Io sono tu, la recensione
Il classico viaggio di una coppia disfunzionale copre la sua non originalità con un espediente di modernità, il furto d'identità, ma inevitabilmente finisce nel buonismo poco divertente...
Costruito e promosso per cavalcare una delle molte "novità" della modernità, il furto d'identità, reato e quindi termine di moda, paravento d'originalità dietro il quale costruire una trama estremamente canonica da road movie di coppia, che mette insieme i consueti opposti: preciso e portatore di caos, Io sono tu mette Jason Bateman a confronto con Melissa McCarthy, per esaltare il talento comico della seconda senza sfruttare le capacità del primo, relegato a mera spalla.
Continua insomma la lenta china discendente di Seth Gordon, regista esploso con lo straordinario documentario King of Kong, poi acquistato dal cinema di Hollywood più becero con Tutti insieme inevitabilmente (commedia sul Natale molto più originale di quel che sembri con più di un livello di lettura e non poche arguzie), passato per la tv con la guest direction di diverse serie comiche e poi di nuovo al cinema con il suo maggiore successo, Come ammazzare il capo... e vivere felici (comunque non a livello di Tutti insieme inevitabilmente), è ora disceso al film-veicolo, ovvero quelle pellicole pensate intorno a un attore e al suo tipo di comicità per sfruttarne il successo momentaneo.

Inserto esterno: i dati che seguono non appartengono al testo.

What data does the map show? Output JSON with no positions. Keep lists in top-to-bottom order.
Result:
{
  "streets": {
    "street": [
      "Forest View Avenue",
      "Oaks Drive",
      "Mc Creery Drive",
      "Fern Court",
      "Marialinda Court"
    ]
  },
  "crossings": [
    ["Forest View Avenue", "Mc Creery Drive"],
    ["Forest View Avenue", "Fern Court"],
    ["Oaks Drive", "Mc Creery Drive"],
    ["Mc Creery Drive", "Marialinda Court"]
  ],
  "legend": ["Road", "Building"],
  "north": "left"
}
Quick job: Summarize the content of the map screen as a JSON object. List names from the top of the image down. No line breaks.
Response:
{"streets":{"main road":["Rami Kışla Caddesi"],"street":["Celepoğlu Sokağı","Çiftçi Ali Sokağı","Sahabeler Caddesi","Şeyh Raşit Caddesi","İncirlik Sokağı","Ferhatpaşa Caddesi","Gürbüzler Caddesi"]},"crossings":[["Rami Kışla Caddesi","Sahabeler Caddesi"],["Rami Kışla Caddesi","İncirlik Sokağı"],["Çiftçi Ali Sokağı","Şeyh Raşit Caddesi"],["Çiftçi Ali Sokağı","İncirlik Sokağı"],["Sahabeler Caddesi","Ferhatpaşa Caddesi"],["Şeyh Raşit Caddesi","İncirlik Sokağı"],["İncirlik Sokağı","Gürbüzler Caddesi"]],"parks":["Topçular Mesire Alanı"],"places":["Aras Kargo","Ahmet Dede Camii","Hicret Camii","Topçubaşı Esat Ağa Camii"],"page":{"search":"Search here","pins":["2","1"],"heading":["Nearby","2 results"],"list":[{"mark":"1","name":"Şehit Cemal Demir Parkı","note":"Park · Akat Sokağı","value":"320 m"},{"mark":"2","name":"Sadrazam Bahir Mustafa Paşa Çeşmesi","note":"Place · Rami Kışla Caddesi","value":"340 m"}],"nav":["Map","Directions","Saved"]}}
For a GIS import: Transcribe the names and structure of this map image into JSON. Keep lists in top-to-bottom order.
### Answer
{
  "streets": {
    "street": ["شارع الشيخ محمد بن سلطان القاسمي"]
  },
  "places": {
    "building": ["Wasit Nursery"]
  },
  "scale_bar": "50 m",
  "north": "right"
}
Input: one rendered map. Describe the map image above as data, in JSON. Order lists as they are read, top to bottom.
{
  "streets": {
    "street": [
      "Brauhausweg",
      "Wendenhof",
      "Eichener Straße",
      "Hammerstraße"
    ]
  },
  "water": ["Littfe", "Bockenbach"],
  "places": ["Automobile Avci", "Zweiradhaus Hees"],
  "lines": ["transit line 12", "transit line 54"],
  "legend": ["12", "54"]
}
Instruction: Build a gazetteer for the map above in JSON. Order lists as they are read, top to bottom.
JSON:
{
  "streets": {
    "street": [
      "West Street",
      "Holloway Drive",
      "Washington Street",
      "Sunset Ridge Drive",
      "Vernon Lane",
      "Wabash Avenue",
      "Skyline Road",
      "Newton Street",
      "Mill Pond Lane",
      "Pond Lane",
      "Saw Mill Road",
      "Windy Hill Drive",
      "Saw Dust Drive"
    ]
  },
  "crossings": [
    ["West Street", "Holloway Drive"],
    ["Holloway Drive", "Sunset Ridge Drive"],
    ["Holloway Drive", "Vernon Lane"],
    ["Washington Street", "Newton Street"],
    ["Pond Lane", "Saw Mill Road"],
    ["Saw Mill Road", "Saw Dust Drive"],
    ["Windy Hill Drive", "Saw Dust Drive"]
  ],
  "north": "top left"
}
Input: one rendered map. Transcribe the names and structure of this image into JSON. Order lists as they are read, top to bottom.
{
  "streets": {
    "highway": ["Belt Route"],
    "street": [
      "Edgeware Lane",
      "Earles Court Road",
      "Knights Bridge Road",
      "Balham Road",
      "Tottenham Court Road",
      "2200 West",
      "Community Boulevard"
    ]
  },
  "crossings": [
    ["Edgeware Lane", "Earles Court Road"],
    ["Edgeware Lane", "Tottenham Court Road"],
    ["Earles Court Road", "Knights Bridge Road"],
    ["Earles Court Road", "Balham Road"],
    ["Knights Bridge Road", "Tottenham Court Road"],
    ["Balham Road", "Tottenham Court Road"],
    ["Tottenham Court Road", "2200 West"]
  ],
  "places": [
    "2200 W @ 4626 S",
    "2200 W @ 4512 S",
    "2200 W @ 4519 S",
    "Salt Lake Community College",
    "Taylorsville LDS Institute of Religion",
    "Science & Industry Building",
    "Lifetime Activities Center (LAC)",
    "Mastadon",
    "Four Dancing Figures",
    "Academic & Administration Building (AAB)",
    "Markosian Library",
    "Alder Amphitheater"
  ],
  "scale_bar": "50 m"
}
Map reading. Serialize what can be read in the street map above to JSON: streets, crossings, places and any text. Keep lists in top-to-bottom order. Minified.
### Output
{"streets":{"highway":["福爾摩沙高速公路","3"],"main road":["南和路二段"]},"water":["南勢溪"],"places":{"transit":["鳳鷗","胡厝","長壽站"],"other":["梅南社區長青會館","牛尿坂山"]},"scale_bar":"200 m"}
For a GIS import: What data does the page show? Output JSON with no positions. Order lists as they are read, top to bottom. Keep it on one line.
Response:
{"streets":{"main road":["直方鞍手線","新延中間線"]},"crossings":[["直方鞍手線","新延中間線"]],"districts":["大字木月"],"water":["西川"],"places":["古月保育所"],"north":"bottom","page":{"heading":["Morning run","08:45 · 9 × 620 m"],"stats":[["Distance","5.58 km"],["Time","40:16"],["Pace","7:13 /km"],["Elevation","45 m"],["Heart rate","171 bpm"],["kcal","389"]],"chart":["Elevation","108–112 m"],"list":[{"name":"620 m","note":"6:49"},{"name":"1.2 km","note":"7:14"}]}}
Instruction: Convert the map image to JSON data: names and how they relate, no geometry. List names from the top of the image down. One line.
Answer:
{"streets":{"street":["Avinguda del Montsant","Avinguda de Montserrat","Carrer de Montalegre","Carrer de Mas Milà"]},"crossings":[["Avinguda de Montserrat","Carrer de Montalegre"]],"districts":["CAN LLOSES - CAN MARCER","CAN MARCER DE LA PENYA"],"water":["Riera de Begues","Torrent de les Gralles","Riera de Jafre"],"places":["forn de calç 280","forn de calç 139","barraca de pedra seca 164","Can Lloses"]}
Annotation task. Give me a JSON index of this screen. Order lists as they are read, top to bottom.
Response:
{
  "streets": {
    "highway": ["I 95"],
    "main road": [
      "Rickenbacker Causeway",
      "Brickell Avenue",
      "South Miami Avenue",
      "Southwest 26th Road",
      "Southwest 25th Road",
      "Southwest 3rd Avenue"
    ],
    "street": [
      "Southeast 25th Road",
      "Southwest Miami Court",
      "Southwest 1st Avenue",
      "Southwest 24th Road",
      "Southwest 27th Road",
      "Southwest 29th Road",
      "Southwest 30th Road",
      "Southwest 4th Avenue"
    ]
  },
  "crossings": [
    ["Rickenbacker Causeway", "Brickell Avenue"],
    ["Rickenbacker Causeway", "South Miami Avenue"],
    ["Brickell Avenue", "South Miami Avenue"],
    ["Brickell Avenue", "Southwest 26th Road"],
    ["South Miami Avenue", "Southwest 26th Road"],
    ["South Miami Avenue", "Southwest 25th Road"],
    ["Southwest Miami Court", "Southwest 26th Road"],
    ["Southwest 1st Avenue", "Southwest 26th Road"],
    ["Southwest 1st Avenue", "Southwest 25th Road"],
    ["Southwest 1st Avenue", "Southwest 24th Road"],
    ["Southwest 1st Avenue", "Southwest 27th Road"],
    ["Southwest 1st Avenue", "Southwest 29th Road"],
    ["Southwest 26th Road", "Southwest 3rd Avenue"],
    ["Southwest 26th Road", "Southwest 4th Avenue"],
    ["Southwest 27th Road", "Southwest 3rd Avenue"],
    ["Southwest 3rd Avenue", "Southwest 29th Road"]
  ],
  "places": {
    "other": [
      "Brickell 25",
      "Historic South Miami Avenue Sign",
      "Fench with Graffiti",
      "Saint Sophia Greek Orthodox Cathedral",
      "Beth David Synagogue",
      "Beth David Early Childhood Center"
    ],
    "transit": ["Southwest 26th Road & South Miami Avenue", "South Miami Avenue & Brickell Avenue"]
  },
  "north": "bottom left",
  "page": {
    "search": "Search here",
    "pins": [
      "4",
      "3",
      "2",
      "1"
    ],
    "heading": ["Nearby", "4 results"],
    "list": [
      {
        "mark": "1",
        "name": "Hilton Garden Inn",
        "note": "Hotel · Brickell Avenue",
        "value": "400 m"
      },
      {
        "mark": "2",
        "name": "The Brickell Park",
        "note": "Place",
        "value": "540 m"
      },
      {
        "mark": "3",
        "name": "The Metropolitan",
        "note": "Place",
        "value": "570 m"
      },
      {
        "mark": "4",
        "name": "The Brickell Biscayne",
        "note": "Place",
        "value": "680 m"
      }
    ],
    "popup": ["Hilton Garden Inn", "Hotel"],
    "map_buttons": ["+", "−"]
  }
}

Sceneggiato da uno degli autori di Scary Movie, Io sono tu non rimesta nello squallido come la saga che parodia l'horror ma ne ha tutta la superficiale innocenza. Se la McCarthy con i suoi lineamenti fuori dal comune doveva incarnare il devastante, il diverso, l'eccessivo e l'anarchico (almeno questo sembrava fare in Le amiche della sposa e questo sulla carta sembra il suo personaggio in Io sono tu) l'obiettivo è totalmente fallito. La sua ladra d'identità senza nome è una fuggiasca tra le più innocenti e una casinista tra le meno sofisticate. Se invece non doveva essere così è ancora più triste.